At one panel, discussing her newest novel, Lidia Yuknavitch spoke about art’s capacity to connect people: “Art is the bridge.” At another panel, the founders of the Ghetto Gastro collective discussed the community-focused aspects of their new cookbook: “Break bread to build bridges.”
Two different artists in two separate panels came to the same conclusion about their respective crafts: We do what we love to build bridges between us, to create and strengthen our connections to each other. That connectivity has a lot of social benefits, too. It helps us practice cooperation and grounds us closer together.

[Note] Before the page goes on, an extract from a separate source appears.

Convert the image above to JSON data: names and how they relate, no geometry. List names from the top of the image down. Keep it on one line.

At Tin House, I found a little of that grounding, a little of that third space that writing has been for me. In the past few years, much of my writing community has been on the Internet, in one form or another. Most of my publications have been in online journals, and most of the new writers I’ve encountered have been through online channels. While social media has been helpful for many writers, it has its obvious setbacks. Jenny Odell writes about the adverse effects of social media on community-building, describing “the attention economy” and the dissolution of public spaces and relationships outside work and family. With the new owner of Twitter making increasingly alarming decisions about the website and its participants, many writers are concerned the platform will only be useful for tearing bridges down.
Online or in-person, literary spaces amount to what Henry Jenkins calls “participatory cultures,” in which “communities begin to produce media to share ideas amongst themselves.” Tracing nineteenth century printing presses to comics, zines, and blogs, Jenkins argues that cultural production in these spaces is a way of reaching out to others about shared interests, to collectively “geek out” about something.

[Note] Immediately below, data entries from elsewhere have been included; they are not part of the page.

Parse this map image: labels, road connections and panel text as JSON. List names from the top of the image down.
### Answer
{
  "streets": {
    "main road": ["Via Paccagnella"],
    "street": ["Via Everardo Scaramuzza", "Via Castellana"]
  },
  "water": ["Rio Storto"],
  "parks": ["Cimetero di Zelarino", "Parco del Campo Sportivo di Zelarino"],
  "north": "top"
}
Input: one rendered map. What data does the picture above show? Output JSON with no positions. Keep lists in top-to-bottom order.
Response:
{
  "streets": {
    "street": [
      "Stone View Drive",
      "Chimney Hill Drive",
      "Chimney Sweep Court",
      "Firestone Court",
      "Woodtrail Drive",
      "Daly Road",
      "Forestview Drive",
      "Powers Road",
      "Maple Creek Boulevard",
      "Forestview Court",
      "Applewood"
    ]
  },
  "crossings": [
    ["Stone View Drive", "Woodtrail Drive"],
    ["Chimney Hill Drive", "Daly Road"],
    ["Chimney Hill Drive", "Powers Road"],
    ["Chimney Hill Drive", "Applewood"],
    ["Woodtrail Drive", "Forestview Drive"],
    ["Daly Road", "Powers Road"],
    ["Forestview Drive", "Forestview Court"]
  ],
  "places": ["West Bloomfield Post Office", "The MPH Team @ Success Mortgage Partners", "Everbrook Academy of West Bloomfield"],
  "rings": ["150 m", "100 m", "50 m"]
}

The workshop and book festival felt like that. I was surrounded by people geeking out about literature and craft and dialogue and publishing gossip, tantamount to the fan theories and chat rooms and conventions that fans organize around works of popular culture. This kind of cultural production has to be participatory because the creators are necessarily consumers as well.
Literary Twitter is its own participatory culture, using an online platform to share in cultural production. It’s easy to share online publications and read my peers’ work, with truly global reach. At the same time, many writers have used Twitter to unpack the literary community’s ugly side, with conversations about money and representation coalescing around #publishingpaidme and #ownvoices. I genuinely have learned a lot from simply listening to what other writers have to say. What is the cost of my attention, though, on a platform run by a cartoonish villain siding with other cartoonish villains?
I don’t have much to contribute to discussions about curbing the flow of misinformation and combating hate speech that other scholars haven’t already described with more expertise and insight. What I know is that literature is a bridge for me, and literary Twitter has been a helpful tool in building that bridge. But it’s not the only one.
I find some hope in the lineage Jenkins articulates between participatory cultures, from printing presses to comics to zines to blogs. If literature is such a culture, then its ability to move from one modality to another depends on the active participation of those engaged in its production and reproduction. Maybe the best way to keep the literary community thriving is to expand the ways we participate, the people we listen to, to keep our love of literature at the forefront of every platform we utilize.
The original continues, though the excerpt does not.